E’ ormai dimostrato che la disfunzione erettile (DE) ha un notevole impatto negativo sulla qualità di vita e sullo stato psicosociale dell’individuo che ne è affetto con notevole coinvolgimento della partner.

Tali vissuti se affrontati e curati al tempo giusto determinano un completo recupero in termini di benessere personale con senso di appagamento, recupero della autostima e recupero della relazione con la partner e quindi in ultima analisi notevole miglioramento della qualità di vita. Spesso il paziente affetto da DE presenta una o più patologie associate (diabete, ipertensione, obesità, tabagismo, patologie endocrinologiche o neurologiche) sino a giungere alla sindrome metabolica (presenza contemporanea di 2 o più fattori di rischio).
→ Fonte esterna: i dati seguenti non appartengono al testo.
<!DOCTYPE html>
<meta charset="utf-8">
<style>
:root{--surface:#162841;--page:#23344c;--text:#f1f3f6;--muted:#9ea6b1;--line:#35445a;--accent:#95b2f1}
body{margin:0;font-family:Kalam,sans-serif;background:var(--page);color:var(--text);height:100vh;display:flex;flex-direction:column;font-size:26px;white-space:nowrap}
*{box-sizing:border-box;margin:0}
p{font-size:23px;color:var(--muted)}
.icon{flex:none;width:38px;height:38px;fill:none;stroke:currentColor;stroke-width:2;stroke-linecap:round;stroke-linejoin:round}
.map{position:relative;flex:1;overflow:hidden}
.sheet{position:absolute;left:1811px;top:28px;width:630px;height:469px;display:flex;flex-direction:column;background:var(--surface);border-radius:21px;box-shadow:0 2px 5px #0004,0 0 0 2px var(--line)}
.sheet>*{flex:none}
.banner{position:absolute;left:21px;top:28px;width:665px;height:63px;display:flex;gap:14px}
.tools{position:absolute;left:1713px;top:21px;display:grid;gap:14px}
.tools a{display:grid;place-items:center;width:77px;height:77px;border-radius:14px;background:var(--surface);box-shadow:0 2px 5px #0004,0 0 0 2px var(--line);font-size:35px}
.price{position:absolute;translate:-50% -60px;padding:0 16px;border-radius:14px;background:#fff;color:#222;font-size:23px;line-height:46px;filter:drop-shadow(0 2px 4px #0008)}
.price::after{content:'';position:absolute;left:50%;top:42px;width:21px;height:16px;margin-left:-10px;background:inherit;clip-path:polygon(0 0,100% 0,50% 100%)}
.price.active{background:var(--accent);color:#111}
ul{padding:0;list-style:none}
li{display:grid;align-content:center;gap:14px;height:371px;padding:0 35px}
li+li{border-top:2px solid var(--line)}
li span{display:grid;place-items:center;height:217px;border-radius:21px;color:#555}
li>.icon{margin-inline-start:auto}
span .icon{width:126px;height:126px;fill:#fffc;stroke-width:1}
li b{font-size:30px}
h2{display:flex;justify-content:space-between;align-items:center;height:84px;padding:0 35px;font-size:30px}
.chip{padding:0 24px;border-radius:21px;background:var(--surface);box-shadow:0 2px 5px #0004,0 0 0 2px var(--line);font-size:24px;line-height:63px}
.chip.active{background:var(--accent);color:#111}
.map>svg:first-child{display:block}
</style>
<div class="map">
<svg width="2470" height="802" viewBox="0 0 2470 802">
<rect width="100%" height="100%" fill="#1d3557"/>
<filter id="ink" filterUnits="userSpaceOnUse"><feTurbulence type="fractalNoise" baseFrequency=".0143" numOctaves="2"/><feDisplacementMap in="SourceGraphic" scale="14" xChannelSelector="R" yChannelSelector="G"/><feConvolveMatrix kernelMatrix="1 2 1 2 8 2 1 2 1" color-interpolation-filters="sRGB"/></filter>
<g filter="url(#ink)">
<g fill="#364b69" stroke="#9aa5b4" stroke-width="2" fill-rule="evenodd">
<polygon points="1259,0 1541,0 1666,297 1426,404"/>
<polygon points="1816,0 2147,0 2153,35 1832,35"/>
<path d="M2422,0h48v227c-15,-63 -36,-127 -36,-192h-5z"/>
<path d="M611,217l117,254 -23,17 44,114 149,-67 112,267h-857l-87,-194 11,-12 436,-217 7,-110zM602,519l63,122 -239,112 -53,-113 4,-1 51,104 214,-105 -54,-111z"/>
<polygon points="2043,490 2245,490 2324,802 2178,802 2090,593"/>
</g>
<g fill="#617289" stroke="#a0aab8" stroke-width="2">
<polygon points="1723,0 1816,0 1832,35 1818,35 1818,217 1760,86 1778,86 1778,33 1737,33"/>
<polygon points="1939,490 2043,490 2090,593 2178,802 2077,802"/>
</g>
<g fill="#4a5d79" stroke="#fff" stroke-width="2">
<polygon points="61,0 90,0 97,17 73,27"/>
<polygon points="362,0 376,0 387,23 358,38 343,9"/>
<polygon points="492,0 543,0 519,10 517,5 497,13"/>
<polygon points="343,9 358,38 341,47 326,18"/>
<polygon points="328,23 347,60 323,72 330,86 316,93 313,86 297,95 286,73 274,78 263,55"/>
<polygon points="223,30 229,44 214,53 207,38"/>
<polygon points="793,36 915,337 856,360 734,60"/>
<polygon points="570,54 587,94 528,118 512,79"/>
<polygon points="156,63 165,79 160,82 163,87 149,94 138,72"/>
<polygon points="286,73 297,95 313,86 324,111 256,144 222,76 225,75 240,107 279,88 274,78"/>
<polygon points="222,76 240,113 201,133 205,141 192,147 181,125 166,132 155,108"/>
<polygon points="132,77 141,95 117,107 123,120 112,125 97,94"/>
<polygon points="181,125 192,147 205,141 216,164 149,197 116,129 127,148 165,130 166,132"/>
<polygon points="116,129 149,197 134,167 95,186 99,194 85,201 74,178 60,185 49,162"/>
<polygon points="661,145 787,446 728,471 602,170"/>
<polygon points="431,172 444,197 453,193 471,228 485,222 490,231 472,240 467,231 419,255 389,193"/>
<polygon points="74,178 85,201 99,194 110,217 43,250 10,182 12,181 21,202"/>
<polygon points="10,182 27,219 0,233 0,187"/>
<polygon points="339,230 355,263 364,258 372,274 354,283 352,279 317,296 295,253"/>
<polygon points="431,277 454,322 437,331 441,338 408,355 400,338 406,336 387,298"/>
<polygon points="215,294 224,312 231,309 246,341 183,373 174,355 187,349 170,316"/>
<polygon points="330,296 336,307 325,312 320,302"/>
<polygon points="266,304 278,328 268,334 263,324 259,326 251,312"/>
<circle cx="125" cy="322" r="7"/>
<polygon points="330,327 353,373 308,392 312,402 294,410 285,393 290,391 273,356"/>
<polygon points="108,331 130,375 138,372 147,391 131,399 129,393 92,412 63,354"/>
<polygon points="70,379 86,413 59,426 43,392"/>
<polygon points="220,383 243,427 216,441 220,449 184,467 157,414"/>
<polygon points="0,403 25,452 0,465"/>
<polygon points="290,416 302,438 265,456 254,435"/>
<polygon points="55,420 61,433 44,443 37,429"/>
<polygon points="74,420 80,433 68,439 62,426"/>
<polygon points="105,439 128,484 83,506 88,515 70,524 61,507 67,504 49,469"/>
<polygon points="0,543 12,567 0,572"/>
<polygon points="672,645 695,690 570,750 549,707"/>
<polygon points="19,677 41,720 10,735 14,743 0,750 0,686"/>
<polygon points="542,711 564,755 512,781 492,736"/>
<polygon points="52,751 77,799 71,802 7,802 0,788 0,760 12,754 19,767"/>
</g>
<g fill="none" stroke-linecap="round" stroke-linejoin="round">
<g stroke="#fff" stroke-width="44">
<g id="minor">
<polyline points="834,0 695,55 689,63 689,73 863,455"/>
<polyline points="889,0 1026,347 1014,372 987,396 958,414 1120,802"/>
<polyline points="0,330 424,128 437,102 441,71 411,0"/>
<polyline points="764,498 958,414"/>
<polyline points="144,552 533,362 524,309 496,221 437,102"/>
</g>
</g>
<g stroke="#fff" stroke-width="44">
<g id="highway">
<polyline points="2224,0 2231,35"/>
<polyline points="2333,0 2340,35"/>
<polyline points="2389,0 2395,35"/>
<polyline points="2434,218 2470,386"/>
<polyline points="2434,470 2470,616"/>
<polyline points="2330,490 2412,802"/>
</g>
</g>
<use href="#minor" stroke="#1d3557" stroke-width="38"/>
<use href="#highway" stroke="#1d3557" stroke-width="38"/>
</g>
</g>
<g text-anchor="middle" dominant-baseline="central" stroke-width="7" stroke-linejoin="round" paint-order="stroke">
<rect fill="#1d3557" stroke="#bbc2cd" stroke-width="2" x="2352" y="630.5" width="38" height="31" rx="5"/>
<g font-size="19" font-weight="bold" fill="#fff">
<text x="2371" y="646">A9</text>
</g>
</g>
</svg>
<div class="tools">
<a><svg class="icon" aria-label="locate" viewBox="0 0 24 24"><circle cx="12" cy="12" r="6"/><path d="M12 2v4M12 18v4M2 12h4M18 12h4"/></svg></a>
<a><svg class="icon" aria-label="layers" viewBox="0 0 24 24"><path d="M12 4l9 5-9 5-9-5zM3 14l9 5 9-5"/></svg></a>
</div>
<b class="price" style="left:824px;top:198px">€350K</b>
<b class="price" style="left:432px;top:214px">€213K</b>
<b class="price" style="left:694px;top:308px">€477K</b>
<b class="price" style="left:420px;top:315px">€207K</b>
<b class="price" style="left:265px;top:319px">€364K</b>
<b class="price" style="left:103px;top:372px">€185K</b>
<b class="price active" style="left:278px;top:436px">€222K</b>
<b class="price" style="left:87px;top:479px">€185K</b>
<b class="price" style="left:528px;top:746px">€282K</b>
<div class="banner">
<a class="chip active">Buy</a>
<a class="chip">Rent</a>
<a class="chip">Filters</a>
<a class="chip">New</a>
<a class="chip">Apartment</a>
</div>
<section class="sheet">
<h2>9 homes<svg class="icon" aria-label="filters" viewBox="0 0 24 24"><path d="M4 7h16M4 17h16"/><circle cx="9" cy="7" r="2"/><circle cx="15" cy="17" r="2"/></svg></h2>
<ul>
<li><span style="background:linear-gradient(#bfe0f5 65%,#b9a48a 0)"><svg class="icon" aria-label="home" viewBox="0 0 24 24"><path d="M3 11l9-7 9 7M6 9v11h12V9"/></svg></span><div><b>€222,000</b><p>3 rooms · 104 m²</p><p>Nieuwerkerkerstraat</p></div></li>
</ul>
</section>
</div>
Tali pazienti vanno attentamente rivalutati in ogni singola componente con il fine di migliorare il compenso per ogni singola patologia, eliminare i fattori di rischio correggibili (fumo, sedentarietà, cattive abitudini ecc.) per poi in ultima analisi giungere alla terapia che con il miglioramento del substrato sarà sicuramente più efficace.

Sorprendentemente anche se l’efficacia dei classici farmaci utilizzati per curare la DE attualmente in commercio (Sildenafil, Tadalafil, Vardenafil) è estremamente elevata (circa l’80%) altrettanto elevato è l’abbandono incomprensibile della terapia causata da molteplice fattori spesso intersecati fra di loro come:

-Effetti collaterali comuni (cefalea, vampate di calore, dispepsia, cianopsia e lombalgia quest’ultima tipica del Tadalafil)

-Efficacia inferiore alle aspettative del singolo individuo

-Influenze piscologiche per il sospetto di pericolosità nell’assunzione cronica o di dipendenza psicologica (dubbi derivati spesso dalla scarsa informazione ricevuta)

-Problemi economici e di costo

 

Dal 17 marzo 2014 la Menarini ha commercializzato in Italia il nuovo farmaco Spedra nelle formulazioni di 50, 100 e 200mg il cui principio attivo è l’Avanafil che, come le molecole già in commercio è un inibitore delle fosfodiesterasi 5 (PDE-5).

Nei vari distretti del nostro organismo come il fegato, l’occhio, il cuore, il cervello, la muscolatura liscia, la prostata, il rene, l’ipofisi, i testicoli esistono circa 11 tipi di fosfodiesterasi, enzimi con vario tipo di attività.

A differenza degli altri l’Avanafil sembra essere altamente selettivo sulla PDE-5 che è l’unico enzima implicato nel meccanismo dell’erezione e la sua conformazione molecolare determina una minore affinità con altri tipi di PDE responsabili della comparsa di effetti collaterali che comunque possono essere presenti ad eccezione della cianopsia (visione colorata) in quanto non ha nessunissima interferenza con la PDE-6 presente nell’occhio. Fra le altre caratteristiche l’Avanafil mostra una maggiore velocità di assorbimento e quindi una maggiore rapidità d’azione indipendentemente dall’assunzione di cibo o alcool. I dosaggi in commercio sono pari a 50, 100 e 200mg con un prezzo che in alcune formulazioni si avvicina molto a quello del Sildenafil generico. Ovvero 20 € 4 compresse da 50mg; 25 € euro 4 cp da 100 mg, 41 € 4 cp da 200mg.

Considerazioni personali

Queste continue innovazioni in ambito andrologico rendono la branca molto più affascinante, interessante e vivace vissute con interesse sia dallo specialista che dell’utente. Sicuramente il futuro ci riserverà numerose altre innovazioni.

Conclusioni

L’andrologo grazie a questa nuova molecola dispone di una ulteriore arma per la cura della disfunzione erettile associando l’efficacia e la rapidità d’azione di una molecola innovativa ad un costo molto concorrenziale.